→ WHAT YOU WILL DO
In the data below, count how many lines contain "none" and give that number by itself.

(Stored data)
- - - - -
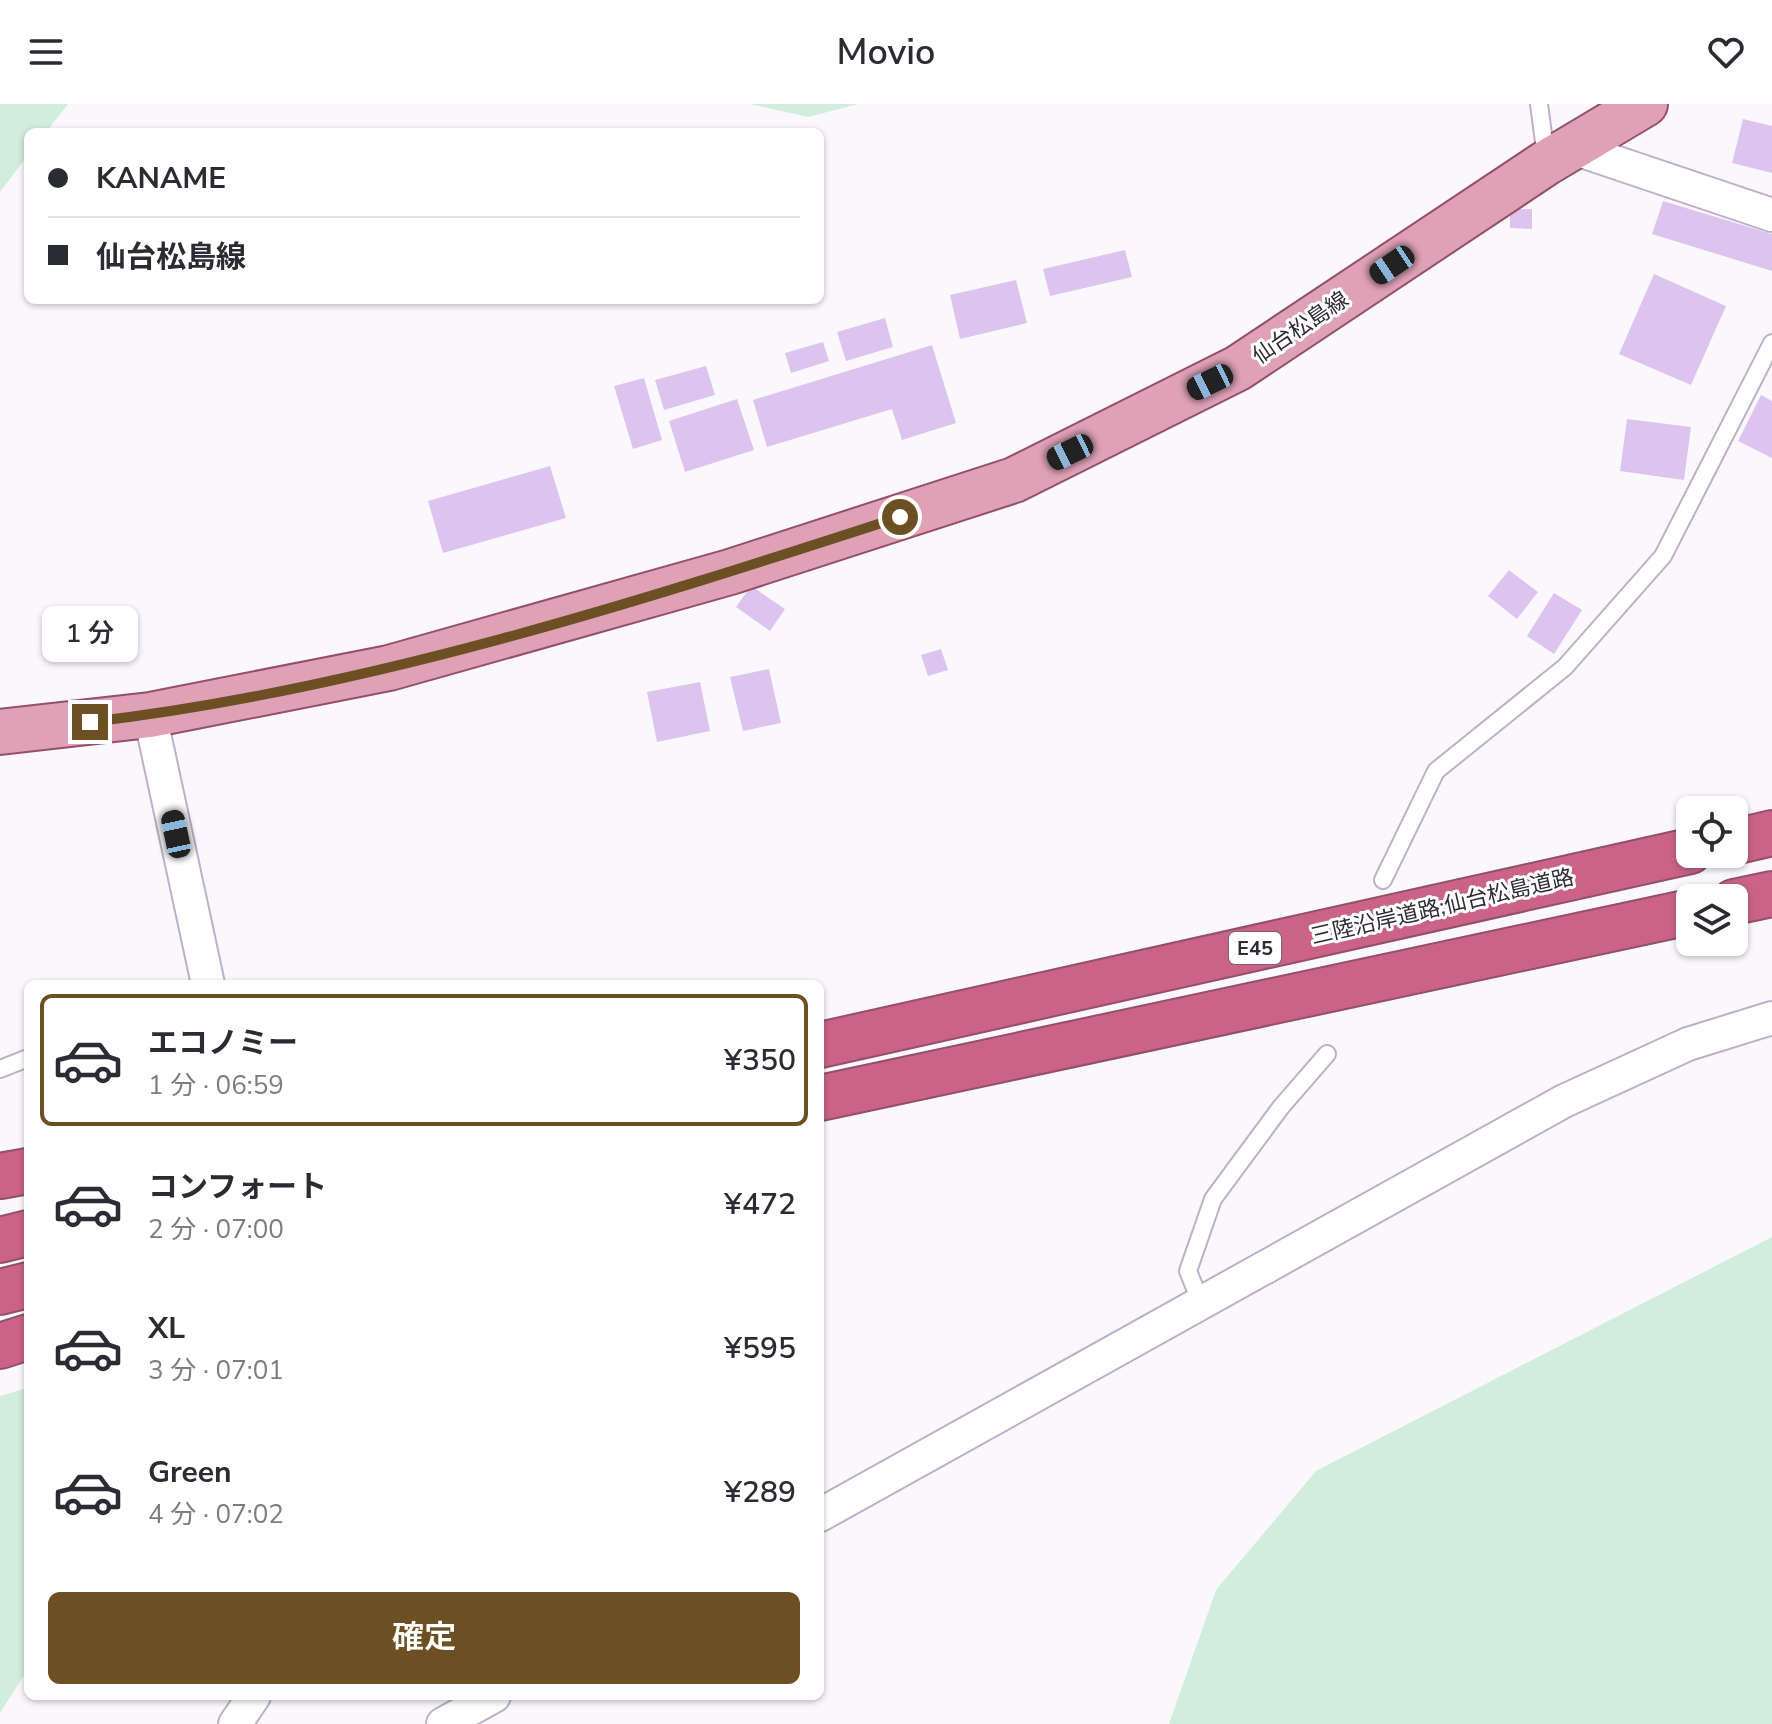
<!DOCTYPE html>
<html lang="ja">
<head>
<meta charset="utf-8">
<style>
  :root { --surface:#fff; --page:#f2f2f3; --text:#2b2b33; --muted:#7c7c81; --line:#e1e1e2; --accent:#6c5023 }
  body { margin:0; font-family:"Nunito Sans","Noto Sans JP",sans-serif; background:var(--page); color:var(--text); height:100vh; display:flex; flex-direction:column; font-size:30px; white-space:nowrap }
  * { box-sizing:border-box; margin:0 }
  p { font-size:26px; color:var(--muted) }
  .icon { flex:none; width:44px; height:44px; fill:none; stroke:currentColor; stroke-width:2; stroke-linecap:round; stroke-linejoin:round }
  .map { position:relative; flex:1; overflow:hidden }
  .panel { position:absolute; left:24px; top:876px; width:800px; height:720px; display:flex; flex-direction:column; background:var(--surface); border-radius:12px; box-shadow:0 2px 6px #0004 }
  .panel>* { flex:none }
  .banner { position:absolute; left:24px; top:24px; width:800px; height:176px; border-radius:12px; box-shadow:0 2px 6px #0004; display:grid; align-content:center; height:176px; padding:0 24px; background:var(--surface) }
  .controls { position:absolute; left:1676px; top:692px; display:grid; gap:16px }
  .controls a { display:grid; place-items:center; width:72px; height:72px; border-radius:12px; background:var(--surface); box-shadow:0 2px 6px #0004; font-size:40px }
  .end { position:absolute; width:36px; height:36px; margin:-18px; border:10px solid #6c5023; background:#fff; box-shadow:0 0 0 4px #fff }
  .from { border-radius:50% }
  .bubble { position:absolute; height:56px; border-radius:12px; background:var(--surface); box-shadow:0 2px 6px #0004; font-size:26px; font-weight:600; line-height:56px; text-align:center }
  .car { position:absolute; width:24px; height:48px; margin:-24px -12px; border-radius:10px; box-shadow:0 0 6px 2px #0007; background:linear-gradient(#222 24%,#8ab4d8 0 40%,#222 0 76%,#8ab4d8 0 86%,#222 0) }
  .banner b { display:flex; align-items:center; gap:28px; height:76px; font-size:30px }
  .banner b+b { border-top:2px solid var(--line) }
  .banner i { width:20px; height:20px; background:var(--text) }
  ul { padding:14px 0 0; list-style:none }
  li { display:flex; align-items:center; gap:24px; height:132px; margin:0 16px 12px; padding:0 8px; border:4px solid transparent; border-radius:12px }
  li div { flex:1 }
  li b { display:block; font-size:30px }
  li em { font-style:normal; font-weight:600 }
  li.current { border-color:var(--accent) }
  li>.icon { width:72px; height:72px; stroke-width:1.5 }
  .cta { display:flex; gap:16px; margin-top:auto; padding:16px 24px }
  .cta a { flex:1; height:92px; border-radius:12px; background:var(--accent); color:#fff; font-size:32px; font-weight:600; line-height:92px; text-align:center }
  header { display:flex; justify-content:space-between; align-items:center; height:104px; padding:0 24px; background:var(--surface); font-size:36px; font-weight:600 }
  .map>svg:first-child { display:block }
  .green { fill:#d1eddb }
  .building { fill:#dcc4ee }
  .lines { fill:none; stroke-linecap:round; stroke-linejoin:round }
  .lane-casing { stroke:#bdb0c8; stroke-width:20 }
  .street-casing { stroke:#bdb0c8; stroke-width:36 }
  .primary-casing { stroke:#944f69; stroke-width:48 }
  .highway-casing { stroke:#944f69; stroke-width:48 }
  .lane { stroke:#fff; stroke-width:16 }
  .street { stroke:#fff; stroke-width:32 }
  .primary { stroke:#dfa1b6; stroke-width:44 }
  .highway { stroke:#ca6386; stroke-width:44 }
  .route { stroke:#6c5023; stroke-width:10 }
  .labels { text-anchor:middle; stroke-width:6; stroke-linejoin:round; paint-order:stroke }
  .shield { fill:#fff; stroke:#6d6a70; stroke-width:2 }
  .shield-label { font-size:20px; font-weight:bold; fill:#2f2a33 }
  .street-label { font-size:22px; fill:#2f2a33; stroke:#fff }
</style>
</head>
<body>
<header><svg class="icon" aria-label="menu" viewBox="0 0 24 24"><path d="M4 6h16M4 12h16M4 18h16"/></svg>Movio<svg class="icon" aria-label="heart" viewBox="0 0 24 24"><path d="M12 20l-8-8c-3-5 5-10 8-4 3-6 11-1 8 4z"/></svg></header>
<div class="map">
<svg width="1772" height="1620" viewBox="0 0 1772 1620">
  <rect width="100%" height="100%" fill="#faf8fd"/>
  <path class="green" d="M0,0H68L46,28H28V51L0,88Z
    M750,0H858L808,13Z
    M1772,1133V1620H1169L1216,1486L1316,1367Z
    M28,1284V1565L0,1609V1292Z"/>
  <path class="building" d="M1743,15L1772,22V69L1732,59Z
    M1663,97L1772,130V167L1652,130Z
    M1510,105H1532V125L1510,124Z
    M1125,146L1132,173L1050,192L1043,165Z
    M1654,170L1726,202L1691,281L1619,250Z
    M1016,176L1027,219L960,235L950,191Z
    M885,214L893,243L846,257L837,228Z
    M823,238L829,257L791,269L785,249Z
    M932,241L956,319L902,336L892,305L767,343L753,296Z
    M706,262L715,291L664,306L655,276Z
    M644,274L662,336L633,345L614,282Z
    M1761,291L1772,297V354L1738,337Z
    M737,295L754,346L685,368L669,317Z
    M1627,315L1691,323L1684,376L1620,367Z
    M550,362L566,414L443,449L428,397Z
    M1509,466L1538,488L1517,515L1488,492Z
    M751,482L785,505L770,527L736,503Z
    M1554,489L1582,506L1554,550L1527,532Z
    M941,545L948,566L928,572L921,551Z
    M769,565L781,619L743,627L730,573Z
    M700,578L710,627L657,638L647,588Z"/>
  <g class="lines">
    <g class="lane-casing">
      <path id="lane" d="M1539,0L1546,53
        M1383,776L1436,667L1565,563L1663,452L1772,239
        M0,965L28,954
        M1201,1199L1188,1167L1213,1095L1281,1003L1327,950"/>
    </g>
    <g class="street-casing">
      <path id="street" d="M1570,43L1772,111
        M150,611L208,880
        M820,1411L1564,997L1688,940L1772,914
        M235,1620L254,1592
        M443,1620L494,1592"/>
    </g>
    <g class="primary-casing">
      <path id="primary" d="M0,628L150,611L389,564L730,468L1014,376L1238,264L1546,59L1645,0"/>
    </g>
    <g class="highway-casing">
      <path id="highway" d="M1734,738L1772,729
        M1734,798L1772,790
        M820,941L1690,747
        M820,994L1690,808
        M0,1072L28,1067
        M0,1136L28,1129
        M0,1188L28,1181
        M0,1242L28,1233"/>
    </g>
    <use href="#lane" class="lane"/>
    <use href="#street" class="street"/>
    <use href="#primary" class="primary"/>
    <use href="#highway" class="highway"/>
  </g>
  <g class="lines">
    <path class="route" d="M90,618C364,586 638,498 900,413"/>
  </g>
  <g class="labels">
    <rect class="shield" x="1229" y="828" width="52" height="32" rx="6"/>
    <g class="shield-label">
      <text x="1255" y="851">E45</text>
    </g>
    <g class="street-label">
      <text transform="translate(1300 223) rotate(-34)" y="8">仙台松島線</text>
      <text transform="translate(1442 802) rotate(-13)" y="8">三陸沿岸道路;仙台松島道路</text>
    </g>
  </g>
</svg>
<div class="controls">
<a><svg class="icon" aria-label="locate" viewBox="0 0 24 24"><circle cx="12" cy="12" r="6"/><path d="M12 2v4M12 18v4M2 12h4M18 12h4"/></svg></a>
<a><svg class="icon" aria-label="layers" viewBox="0 0 24 24"><path d="M12 4l9 5-9 5-9-5zM3 14l9 5 9-5"/></svg></a>
</div>
<i class="end from" style="left:900px;top:413px"></i>
<i class="end" style="left:90px;top:618px"></i>
<div class="bubble" style="left:42px;top:502px;width:96px">1 分</div>
<i class="car" style="left:1392px;top:161px;rotate:236deg"></i>
<i class="car" style="left:1210px;top:278px;rotate:244deg"></i>
<i class="car" style="left:1070px;top:348px;rotate:244deg"></i>
<i class="car" style="left:176px;top:730px;rotate:348deg"></i>
<div class="banner">
<b><i class="from"></i>KANAME</b>
<b><i></i>仙台松島線</b>
</div>
<section class="panel">
<ul>
<li class="current"><svg class="icon" aria-label="car" viewBox="0 0 24 24"><path d="M5 17H2v-5l4-1 3-4h7l3 4 3 1v5h-3M9 17h6M6 11h13"/><circle cx="7" cy="17" r="2"/><circle cx="17" cy="17" r="2"/></svg><div><b>エコノミー</b><p>1 分 · 06:59</p></div><em>¥350</em></li>
<li><svg class="icon" aria-label="car" viewBox="0 0 24 24"><path d="M5 17H2v-5l4-1 3-4h7l3 4 3 1v5h-3M9 17h6M6 11h13"/><circle cx="7" cy="17" r="2"/><circle cx="17" cy="17" r="2"/></svg><div><b>コンフォート</b><p>2 分 · 07:00</p></div><em>¥472</em></li>
<li><svg class="icon" aria-label="car" viewBox="0 0 24 24"><path d="M5 17H2v-5l4-1 3-4h7l3 4 3 1v5h-3M9 17h6M6 11h13"/><circle cx="7" cy="17" r="2"/><circle cx="17" cy="17" r="2"/></svg><div><b>XL</b><p>3 分 · 07:01</p></div><em>¥595</em></li>
<li><svg class="icon" aria-label="car" viewBox="0 0 24 24"><path d="M5 17H2v-5l4-1 3-4h7l3 4 3 1v5h-3M9 17h6M6 11h13"/><circle cx="7" cy="17" r="2"/><circle cx="17" cy="17" r="2"/></svg><div><b>Green</b><p>4 分 · 07:02</p></div><em>¥289</em></li>
</ul>
<div class="cta"><a>確定</a></div>
</section>
</div>
</body>
</html>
- - - - -
→ RESPONSE TO THIS TASK
4